**HOW TO COMPLETE THIS TASK:** Report only how many lines of the records contain the word "linejoin".
+++ EXTRACTED INFORMATION
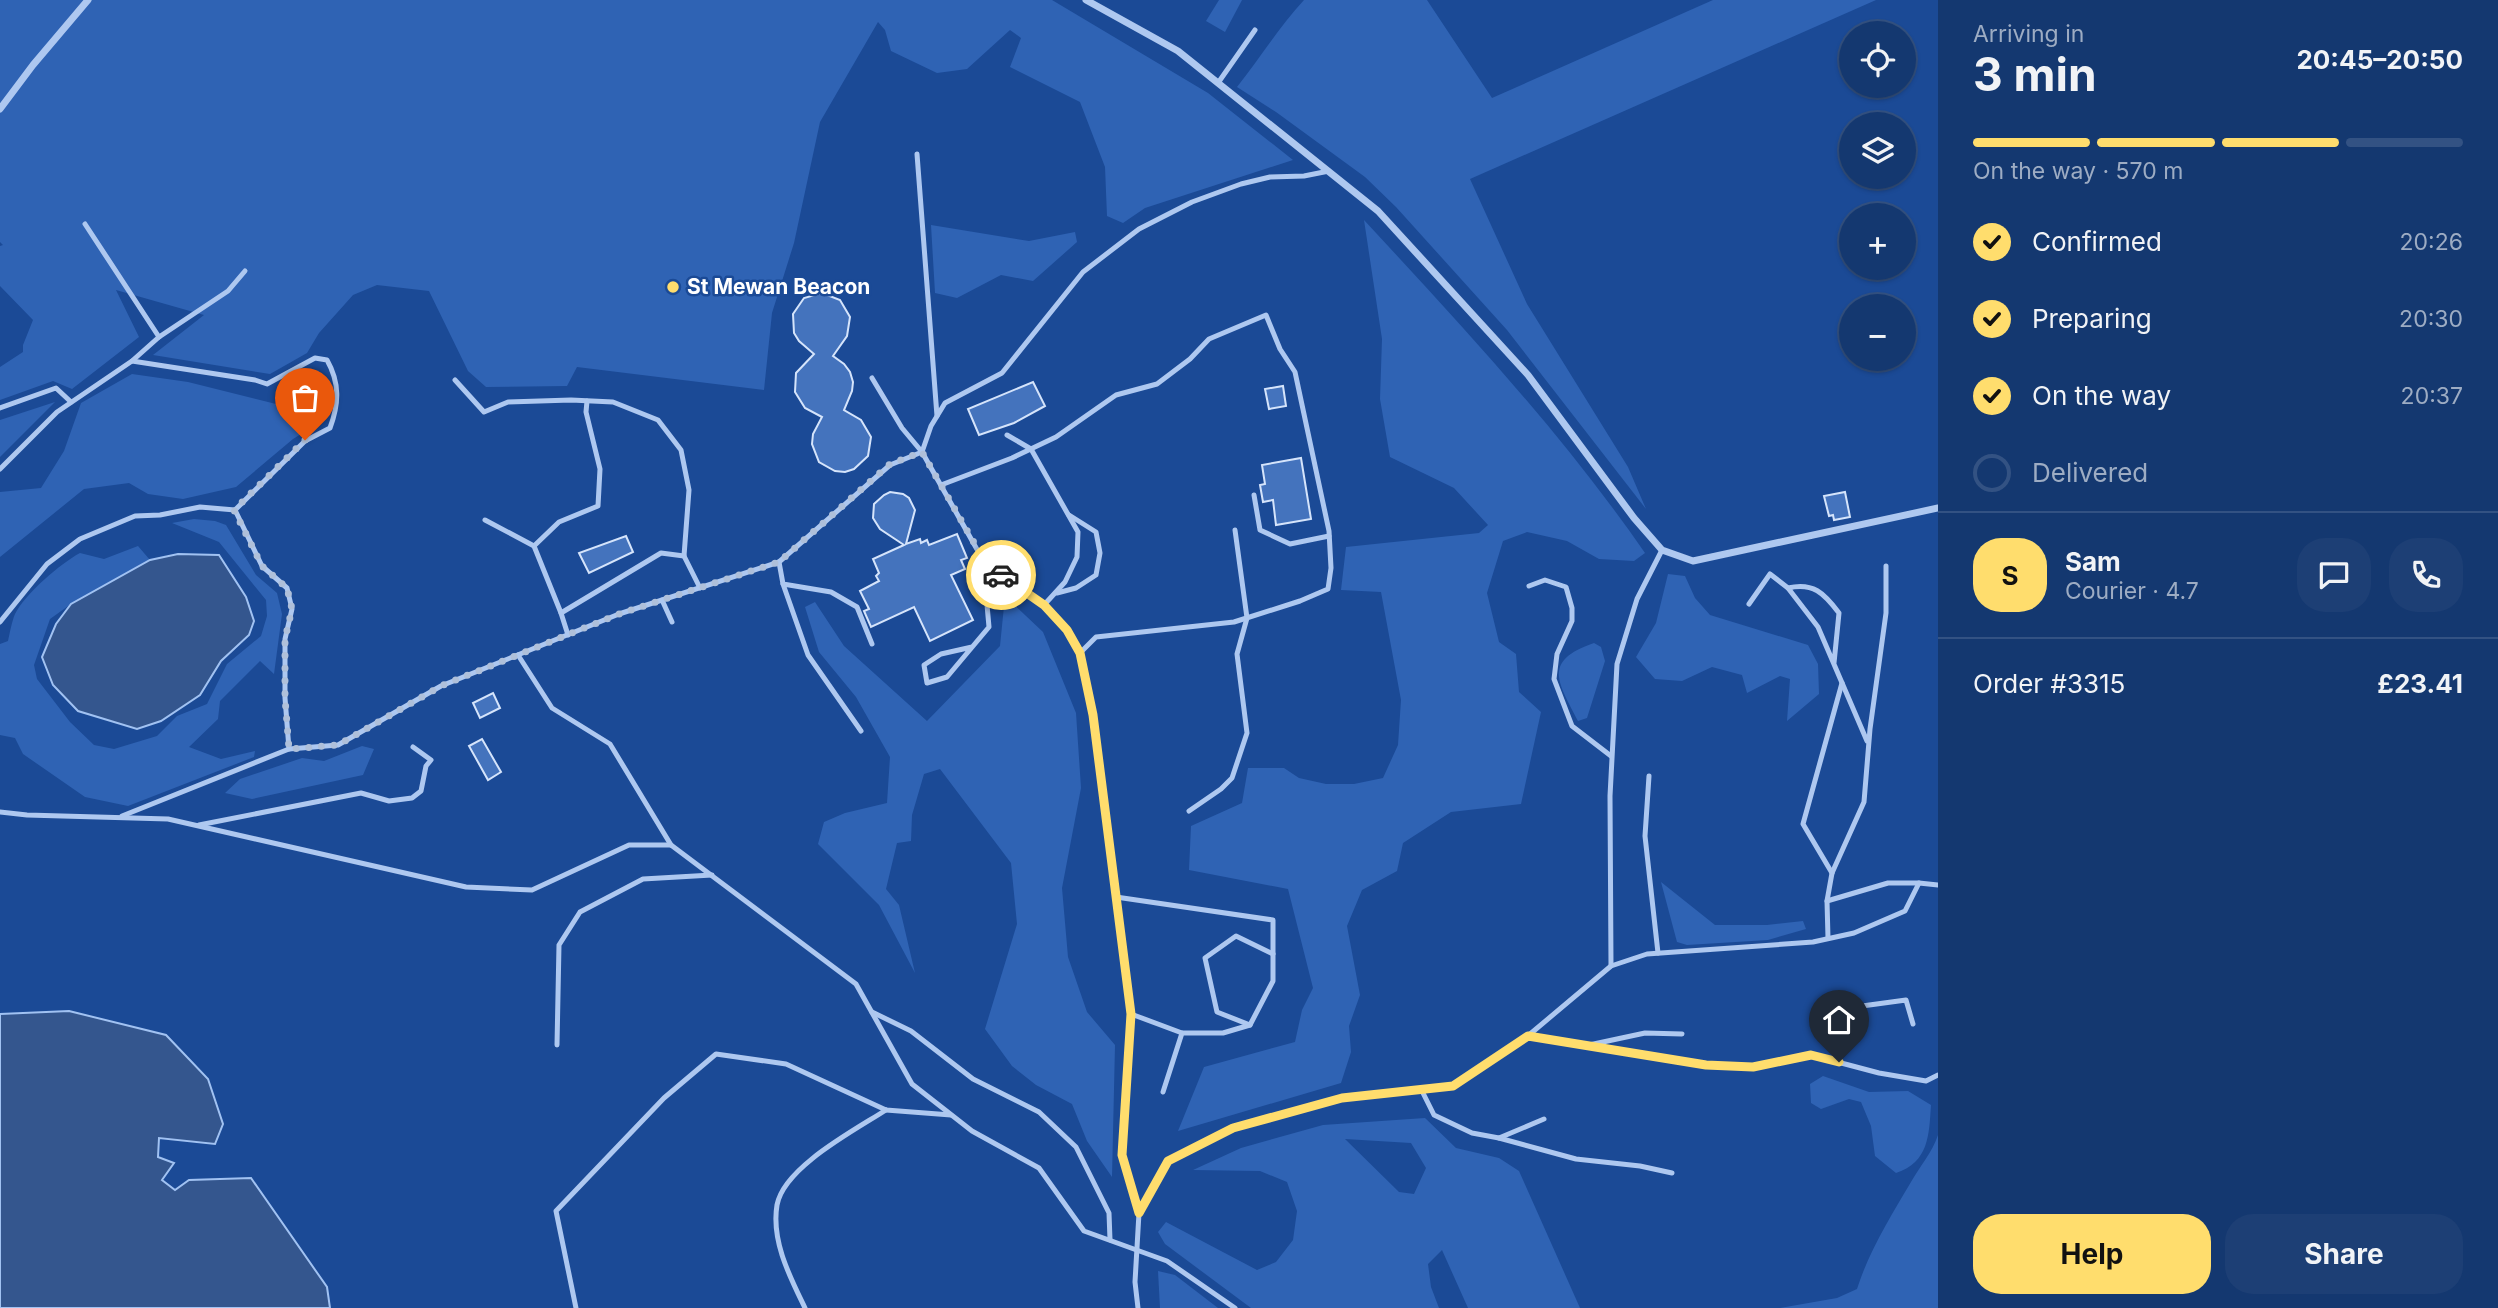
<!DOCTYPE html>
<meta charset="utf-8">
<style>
body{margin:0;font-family:Inter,sans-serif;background:#1d3f75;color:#f1f3f6;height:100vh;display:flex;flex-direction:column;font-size:26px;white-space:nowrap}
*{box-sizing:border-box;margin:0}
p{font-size:23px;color:#9dacc3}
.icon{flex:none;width:38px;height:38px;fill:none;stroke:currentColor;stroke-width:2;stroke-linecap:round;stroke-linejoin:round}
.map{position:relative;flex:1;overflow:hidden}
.sheet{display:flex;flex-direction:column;background:#143870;width:560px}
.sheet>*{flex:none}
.tools{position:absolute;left:1839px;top:21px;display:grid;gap:14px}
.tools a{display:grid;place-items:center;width:77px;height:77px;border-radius:50%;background:#143870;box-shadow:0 2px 5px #0004,0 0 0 2px #335283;font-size:35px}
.pin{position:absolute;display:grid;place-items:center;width:60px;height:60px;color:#fff;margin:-72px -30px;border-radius:50% 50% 50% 0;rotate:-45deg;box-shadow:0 0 7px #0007}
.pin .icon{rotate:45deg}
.courier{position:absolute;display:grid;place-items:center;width:70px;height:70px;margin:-35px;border:5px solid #ffdd6d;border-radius:50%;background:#fff;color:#222;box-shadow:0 2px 9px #0007}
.head em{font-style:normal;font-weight:700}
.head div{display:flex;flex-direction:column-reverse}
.head{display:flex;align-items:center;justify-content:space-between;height:119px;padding:0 35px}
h1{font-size:46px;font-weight:700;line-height:52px}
.bar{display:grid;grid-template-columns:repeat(4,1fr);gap:10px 7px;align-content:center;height:84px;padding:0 35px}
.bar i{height:9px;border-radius:5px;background:#335283}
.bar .current{background:#ffdd6d}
.bar p{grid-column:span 4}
.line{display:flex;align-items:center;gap:18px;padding:0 35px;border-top:2px solid #335283}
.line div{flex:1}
.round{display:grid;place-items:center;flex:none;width:74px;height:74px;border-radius:28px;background:#1d3f75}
ol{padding:0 35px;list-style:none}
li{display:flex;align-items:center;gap:21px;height:77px}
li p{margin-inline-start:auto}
li .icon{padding:7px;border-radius:50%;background:#ffdd6d;color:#111;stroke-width:4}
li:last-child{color:#9dacc3}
li i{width:38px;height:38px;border:4px solid #335283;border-radius:50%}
.primary-button{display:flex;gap:14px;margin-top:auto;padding:14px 35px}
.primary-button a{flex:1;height:80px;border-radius:28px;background:#ffdd6d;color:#111;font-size:28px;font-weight:700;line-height:80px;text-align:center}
.primary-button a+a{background:#1d3f75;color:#f1f3f6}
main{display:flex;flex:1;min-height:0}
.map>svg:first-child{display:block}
.green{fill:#2f63b4;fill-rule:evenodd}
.water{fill:#34568e;stroke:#a1c2f2;stroke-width:2}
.building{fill:#4473bd;stroke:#d5e4fb;stroke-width:2}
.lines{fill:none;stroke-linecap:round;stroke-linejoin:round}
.service{stroke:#aec8f0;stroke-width:5}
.minor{stroke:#aec8f0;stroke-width:7}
.done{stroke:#afc0da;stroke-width:7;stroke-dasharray:0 12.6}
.route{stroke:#ffdd6d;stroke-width:9}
.poi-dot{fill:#ffdd6d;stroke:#1b4a96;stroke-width:2.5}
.labels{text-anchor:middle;stroke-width:5;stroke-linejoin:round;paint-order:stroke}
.poi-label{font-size:21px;font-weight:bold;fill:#fff;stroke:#1b4a96;text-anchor:start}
</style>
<main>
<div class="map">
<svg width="1938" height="1308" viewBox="0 0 1938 1308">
<rect width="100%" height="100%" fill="#1b4a96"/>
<g class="green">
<path d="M0,0H1052L1208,93L1293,160L1145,208L1123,223L1107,216L1105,167L1080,102L1010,67L1021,38L1010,30L967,69L937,73L891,51L885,30L878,22L820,122L794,243L772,313L764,390L577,367L567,386L486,387L468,371L429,291L377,285L353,295L319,333L307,353L270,374L153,355L204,315L116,290L139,337L72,389L53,381L0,400V367L23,352V345L33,320L0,286V246L3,245L0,242Z"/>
<path d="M1219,0H1242L1225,32L1206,21Z"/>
<path d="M1304,0H1427L1492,98L1713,0H1876L1470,179L1527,304L1628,467L1646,509L1507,330L1396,207L1365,177L1276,112L1237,87C1260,58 1279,27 1304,0Z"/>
<path d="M1364,220C1463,327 1562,433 1645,553L1634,561L1599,559L1567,541L1527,532L1503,541L1487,593L1499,642L1516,654L1519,692L1541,712L1521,804L1451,812L1403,843L1397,871L1362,890L1347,926L1360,995L1349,1026L1351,1052L1341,1083L1178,1131L1204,1067L1295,1042L1302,1010L1313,988L1288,889L1189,870L1191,826L1242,803L1248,768H1284L1299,778L1326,784H1354L1383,778L1398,745L1401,700L1381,592L1341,590L1346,547L1479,533L1488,525L1454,488L1390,457L1380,399L1382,339Z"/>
<path d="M931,225L1029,241L1075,232L1077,242L1033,281L1001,275L957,298L935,293Z"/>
<path d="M318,370L327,390L324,420L293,439L236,487L183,499L148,494L129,483L84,489L0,557V492L41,488L64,451L81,403L132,374L188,382L276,404L289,420L311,411L306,385Z"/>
<path d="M55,402L0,457V420Z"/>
<path d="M194,519L215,521L226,525L256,575L277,593L282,614L274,674L260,661L220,701L218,719L189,747L221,759L255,751L254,757L128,806L85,797L23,754L15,738L0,735V644L8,641C10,632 12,621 15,614C25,594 61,563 80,553L104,559L138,546L150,560L71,604L50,619L34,665L37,679L70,722L94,745L114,749L157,736L177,716L207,704L227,664L261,636L267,616L266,600L219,542L172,523Z"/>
<path d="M1668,574L1685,576L1695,598L1710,615L1808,645L1818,664L1819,694L1787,721L1790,679L1780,676L1747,693L1742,675L1712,667L1682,681L1655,679L1636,657L1656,623Z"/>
<path d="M1005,596L1043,632L1076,713L1081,788L1062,888L1068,957L1087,1012L1115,1045L1112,1177L1087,1141L1072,1104L1036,1085L1012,1066L985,1029L1017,924L1011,863L940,769L924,774L912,815L911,841L897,843L886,889L899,905L915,973L879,905L818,844L824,822L845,813L887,803L890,757L856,697L819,652L805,607L815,602L844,646L927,721L1000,646Z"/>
<path d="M1594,643L1601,647L1605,661L1587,718L1578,721C1559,683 1541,661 1594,643Z"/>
<path d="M362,746L374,749L363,775L252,799L225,793L240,779L302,758L324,761Z"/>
<path d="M1661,882L1715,925H1767L1803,921L1806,929L1768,940L1687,945L1677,942Z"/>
<path d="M1823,1076L1869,1092L1908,1091L1931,1105C1929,1135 1929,1162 1896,1173L1875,1156L1871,1126L1861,1102L1849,1099L1821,1109L1811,1103L1810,1084Z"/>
<path d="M1425,1118L1456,1148L1499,1158L1519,1171L1580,1308H1468L1442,1250L1428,1264L1431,1287L1439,1308H1251L1165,1244L1158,1232L1166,1222L1257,1270L1276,1262L1293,1240L1297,1211L1287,1182L1260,1171L1193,1170L1241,1148L1323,1125ZM1345,1139L1411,1143L1426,1168L1414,1194L1399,1192Z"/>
<path d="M1938,1135V1308H1780L1837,1298L1857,1289C1869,1251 1891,1216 1911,1182C1920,1166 1932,1153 1938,1135Z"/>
<path d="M1158,1271L1175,1275L1218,1308H1160Z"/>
</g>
<g class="water">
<path d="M178,554L219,555L246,597L254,621L249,635L221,661L200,695L161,721L137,729L78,711L53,685L42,657L56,624L71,604L150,560Z"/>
<path d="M69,1011L166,1035L208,1079L223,1124L215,1144L159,1138L158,1157L174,1163L162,1180L175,1190L189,1180L251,1178L327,1287L330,1308H0V1014Z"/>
</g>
<g class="building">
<path d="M822,293L840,300L850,317L847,336L833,356L844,364L850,372L853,382L852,391L844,410L861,420L871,437L868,456L854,469L845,472L835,471L819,462L812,444L813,434L822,417L805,408L795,392L796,373L814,354L799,341L794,333L793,314L804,298Z"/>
<path d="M1033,382L1045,406L1014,423L979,435L968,409Z"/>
<path d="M1283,386L1286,406L1269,409L1265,389Z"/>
<path d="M1301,458L1311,519L1276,525L1273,500L1263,502L1260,485L1265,484L1262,465Z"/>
<path d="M890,492L903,494L909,498L915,510L906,544L920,539L921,543L927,540L929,545L957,534L967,558L961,560L965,569L951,575L973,620L930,641L914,607L871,627L864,611L869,609L860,591L879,581L876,576L879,573L873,559L904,545L880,529L873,518L874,504L884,495Z"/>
<path d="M1845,492L1850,517L1834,520L1833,515L1829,516L1824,496Z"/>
<path d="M626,536L633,552L589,573L579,553Z"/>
<path d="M493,693L500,708L480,718L473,703Z"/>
<path d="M482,739L501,772L488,780L469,746Z"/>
</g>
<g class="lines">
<g class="service">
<path d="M1218,83L1255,30"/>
<path d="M917,154L937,416"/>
<path d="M85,224L159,337"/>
<path d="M132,361L159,337L228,291L245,271"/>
<path d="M455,380L484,412L508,402L571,400L613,402L658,420L681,450L689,490L684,556L700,588"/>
<path d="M0,408L56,388L71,402"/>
<path d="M1007,435L1031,449L1078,532L1077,557L1065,582L1044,605"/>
<path d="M0,469L57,412L132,361L255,380L267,384L315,358L327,360C340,383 339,404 330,428L305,441L235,510"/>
<path d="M941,485L1012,458L1056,437L1116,395L1157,384L1190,359L1209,339L1266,315L1280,349L1295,372L1329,531L1331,568L1328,589L1300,601L1234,622L1096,637L1080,653"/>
<path d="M1254,495L1260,530L1290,544L1329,536"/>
<path d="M485,520L534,546L561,613"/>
<path d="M534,546L559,522L598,506L600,469L586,412L587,401"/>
<path d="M779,562L783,584L831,592L857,607L872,644"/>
<path d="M783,584L808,655L861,731"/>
<path d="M1529,586L1545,580L1566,587L1572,608V621L1557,654L1554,679L1572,726L1611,756"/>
<path d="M1057,593L1076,588L1096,575L1100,553L1096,532L1069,515"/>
<path d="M662,600L672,622"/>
<path d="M1749,604L1770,574L1788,588"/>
<path d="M0,622L47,564L80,539L135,516L160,515L200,507L235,510L262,566L287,588L292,609L285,639V698L289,749"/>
<path d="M568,635L561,613L661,553L684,556"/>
<path d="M972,647L941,654L924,665L927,683L947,677L989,627L983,560"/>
<path d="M518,655L552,708L610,744L671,845"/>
<path d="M1834,663L1839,613C1824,593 1813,582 1788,588L1818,627L1867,741"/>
<path d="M1649,776L1645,836L1658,953"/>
<path d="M1189,811L1221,789L1232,778L1247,733L1237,654L1247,618L1235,530"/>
<path d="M0,812L27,815L168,819L466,887L532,890L629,845H671L856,984L912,1084L972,1131L1039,1168L1084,1231L1167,1261L1235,1308"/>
<path d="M122,816L289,749L338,745L441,686L619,614L779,562L890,465L922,452L902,428L872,378"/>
<path d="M199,825L361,793L389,801L412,798L421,791L426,766L431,760L413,747"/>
<path d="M1832,873L1803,824L1842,683"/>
<path d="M1116,897L1273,920V981L1250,1025L1223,1033H1182L1163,1092"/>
<path d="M1827,901L1832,873L1864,802L1870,729L1886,613V566"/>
<path d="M1828,938L1827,901L1888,883H1919"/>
<path d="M1611,966L1610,796L1617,664L1637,599L1662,550"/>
<path d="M872,1012L911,1031L973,1079L1039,1112L1076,1147L1109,1213L1110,1240"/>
<path d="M1131,1014L1182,1033"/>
<path d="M1250,1025L1217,1012L1205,958L1236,936L1273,954"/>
<path d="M1528,1036L1706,1065L1753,1067L1811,1055L1879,1073L1926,1081L1938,1075"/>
<path d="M557,1045L559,945L580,912L643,879L712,875"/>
<path d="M1589,1045L1645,1033L1682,1034"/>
<path d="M1839,1062L1832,1021L1862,1006L1906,1000L1913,1024"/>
<path d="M1421,1089L1434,1115L1472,1133L1499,1138L1576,1159L1640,1166L1672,1173"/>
<path d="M1499,1138L1544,1119"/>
<path d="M1139,1213L1121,1155L1131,1014L1093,715L1080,653L1067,630L1044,605L1010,582L983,560L922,452L931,426L945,403L1002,373L1083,272L1139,229L1192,202L1241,184L1270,177L1304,176L1329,171"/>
<path d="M576,1308L556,1211L664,1098L716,1054L786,1064L886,1110L951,1115"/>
<path d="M805,1308C790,1277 771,1241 777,1205C784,1167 855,1130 886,1110"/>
<path d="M1138,1308L1135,1282L1139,1213L1168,1161L1232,1128L1342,1098L1453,1086L1517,1045L1611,966L1647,954L1813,942L1854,933L1905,911L1919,883L1938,885"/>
</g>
<g class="minor">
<path d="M1086,0L1178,51L1378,211L1528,375L1634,518L1662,550L1693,561L1938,508"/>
<path d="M0,109L33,65L88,0"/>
</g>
</g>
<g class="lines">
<path class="done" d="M305,440L234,510L262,566L287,588L292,609L285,639V698L289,749L338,745L441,686L619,614L779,562L890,464L922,452L984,560L1001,575"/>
<path class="route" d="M1001,575L1044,605L1067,630L1080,653L1093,715L1131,1014L1122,1155L1139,1213L1168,1161L1233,1128L1342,1098L1453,1086L1528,1036L1706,1065L1753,1067L1811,1055L1839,1062"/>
</g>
<circle class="poi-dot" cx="673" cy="287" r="7"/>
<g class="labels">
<g class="poi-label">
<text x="687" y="294">St Mewan Beacon</text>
</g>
</g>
</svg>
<div class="tools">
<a><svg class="icon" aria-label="locate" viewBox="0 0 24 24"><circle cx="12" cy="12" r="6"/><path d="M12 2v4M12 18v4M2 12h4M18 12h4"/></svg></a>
<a><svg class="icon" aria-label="layers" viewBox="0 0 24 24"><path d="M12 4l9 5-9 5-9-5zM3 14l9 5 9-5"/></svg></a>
<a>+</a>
<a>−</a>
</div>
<div class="pin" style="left:305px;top:440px;background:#ea580c"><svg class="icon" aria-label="bag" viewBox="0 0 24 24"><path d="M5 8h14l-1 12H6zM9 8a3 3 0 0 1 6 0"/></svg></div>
<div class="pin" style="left:1839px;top:1062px;background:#1f2937"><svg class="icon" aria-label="home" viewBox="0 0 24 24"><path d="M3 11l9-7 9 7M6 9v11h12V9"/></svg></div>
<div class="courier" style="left:1001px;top:575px"><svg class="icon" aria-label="car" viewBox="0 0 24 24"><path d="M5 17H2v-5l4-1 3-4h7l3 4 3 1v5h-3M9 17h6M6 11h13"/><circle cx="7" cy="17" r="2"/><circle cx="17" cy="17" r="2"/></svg></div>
</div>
<section class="sheet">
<div class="head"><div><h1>3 min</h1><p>Arriving in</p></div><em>20:45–20:50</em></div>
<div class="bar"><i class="current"></i><i class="current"></i><i class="current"></i><i></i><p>On the way · 570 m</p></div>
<ol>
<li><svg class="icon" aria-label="check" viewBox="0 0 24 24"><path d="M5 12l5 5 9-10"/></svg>Confirmed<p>20:26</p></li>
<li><svg class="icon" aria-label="check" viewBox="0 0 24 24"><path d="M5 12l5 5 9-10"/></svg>Preparing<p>20:30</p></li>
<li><svg class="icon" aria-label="check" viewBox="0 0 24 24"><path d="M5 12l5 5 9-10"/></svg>On the way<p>20:37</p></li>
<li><i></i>Delivered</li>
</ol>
<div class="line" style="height:126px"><b class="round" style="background:#ffdd6d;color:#111">S</b><div><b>Sam</b><p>Courier · 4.7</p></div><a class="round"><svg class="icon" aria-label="chat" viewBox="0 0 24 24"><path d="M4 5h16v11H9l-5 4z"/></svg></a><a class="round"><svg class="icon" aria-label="phone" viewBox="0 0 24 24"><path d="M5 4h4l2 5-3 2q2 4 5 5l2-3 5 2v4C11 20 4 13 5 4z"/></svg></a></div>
<div class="line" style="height:91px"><div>Order #3315</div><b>£23.41</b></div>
<div class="primary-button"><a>Help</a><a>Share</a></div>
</section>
</main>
++++++
**RESULT BELOW:** 3